Ces produits, quels étaient-ils ? « C’était des solvants et des lubrifiants », précise Alain Labarre dont le syndicat se dit prêt à se porter partie civile, au côté des familles des victimes. « Ce sont des fluides de coupe, un vrai cocktail de produits cancérigènes !

 », ajoutait en début de soirée Jean-Luc Lenglen, président de l’APMP dont le siège est à Lille. La perquisition de la journée était bien liée à cette affaire, précisait-il. Un responsable associatif persuadé que, deux ans et demi après les premières plaintes, les choses commencent enfin à bouger.

Six plaintes seraient d’ailleurs déposées à ce jour, selon l’association qui parle d’« hécatombe » à la FM par décès de cancers survenus entre 40 et 45 ans.

Messages

  • Suite à la remise par l’INRS d’un rapport préoccupant sur l’exposition des travailleurs à l’amiante, le Gouvernement avait annoncé en novembre dernier la refonte des dispositions du Code du travail traitant de cette problématique. C’est aujourd’hui chose faite avec la publication d’un décret au Journal officiel du 5 mai, qui doit encore être complété par plusieurs arrêtés ministériels.

    "Les principales mesures de cette réforme visent à abaisser la VLEP, qui est actuellement de 100 fibres par litre à 10 fibres par litre à une échéance de trois ans, modifier les modalités de contrôle de l’empoussièrement en substituant la méthode META à la MOCP, supprimer la dualité des notions friable/non friable, généraliser les exigences de certification des entreprises, préciser les moyens de protection collective (MPC) et équipements de protection individuelle (EPI), en particulier les appareils de protection respiratoire (APR) adaptés aux niveaux d’empoussièrement sur les chantiers", indiquait le Directeur général du travail dans une instruction du 23 novembre 2011.

    Evaluation des risques, protections collectives et individuelles

    "Le décret fixe (…) les règles techniques, les moyens de prévention collective et les types d’équipements individuels nécessaires à la protection des travailleurs contre ces expositions", indique le ministère du Travail.

    Pour l’évaluation des risques, l’employeur doit estimer le niveau d’empoussièrement correspondant à chacun des processus de travail et le classer selon les trois niveaux fixés à l’article R. 4412-98 du code du travail.
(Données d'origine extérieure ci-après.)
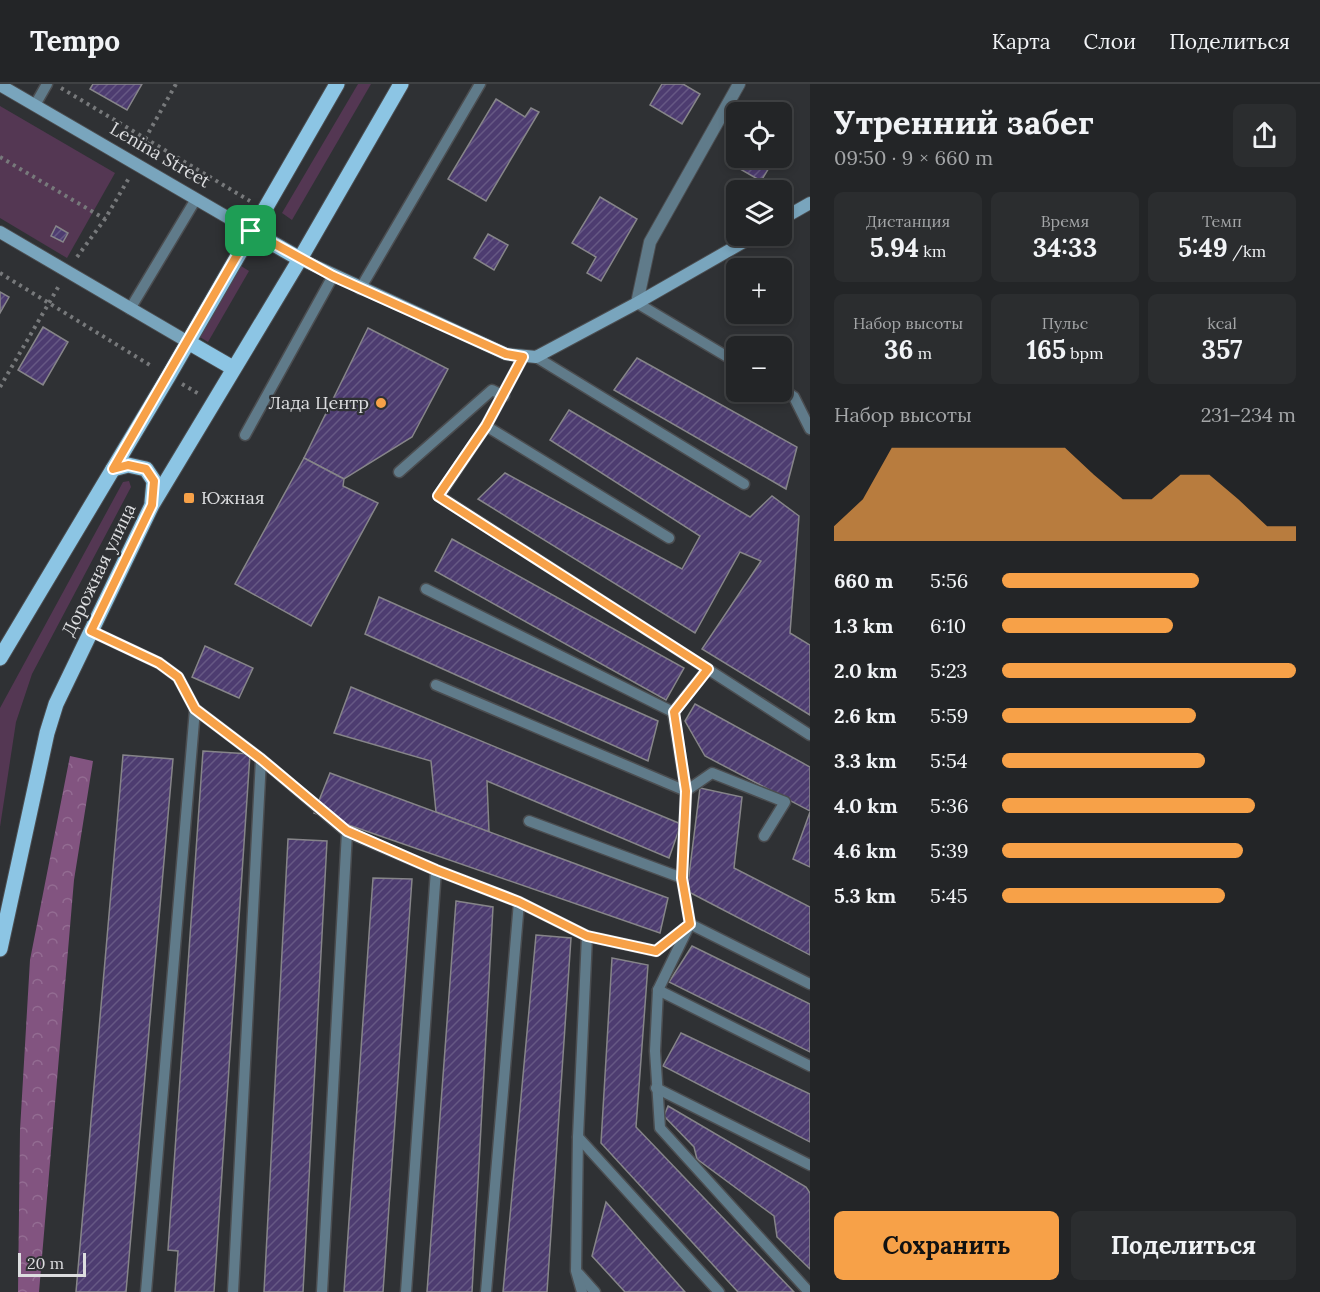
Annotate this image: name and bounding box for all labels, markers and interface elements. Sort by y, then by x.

Lorsque l’empoussièrement est supérieur au troisième niveau, l’employeur est tenu de suspendre les opérations et d’alerter le donneur d’ordre et l’inspecteur du travail.

    L’employeur est également tenu de transcrire ces résultats dans le document unique d’évaluation des risques. "Il le met à jour à chaque modification de processus entraînant un changement de niveau d’empoussièrement ou lors de l’introduction de nouveaux processus", précise le texte.

    Parmi les moyens de protection collective préconisés figurent l’abattage des poussières, leur aspiration à la source, la sédimentation continue des fibres en suspension dans l’air ou encore "les moyens de décontamination appropriés".

    Selon les niveaux d’empoussièrement définis, l’employeur doit mettre à disposition des salariés des EPI adaptés aux opérations à réaliser, qu’il doit entretenir et vérifier périodiquement.

  • Bonjour, je cherche des informations concernant la règlementation des chantiers de démolition des "barres" d’immeuble datant des années 70 et dont les murs et les revêtements contiennent à coup sûr de l’amiante.
    Comment stopper (ou tenter de) une opération de démolition qui provoque des émissions de poussière à proximité d’habitations, d’écoles, de commerce bref en plein coeur d’une ville !
    Merci pour vos réponses.
    Flo

  • J’ai fait également des recherches sur le net, et le maître d’oeuvre doit faire établir un rapport de repérage amiante avant travaux , pour les démolitions d’immeuble ;
    il est fait par une société agrée (COFRAC) par l’Etat.
    Ce rapport doit être consultable en marie et préfecture.
    Le site de legifrance donne également des textes de loi concernant ces obligations, complément au code du travail et à celui de la santé.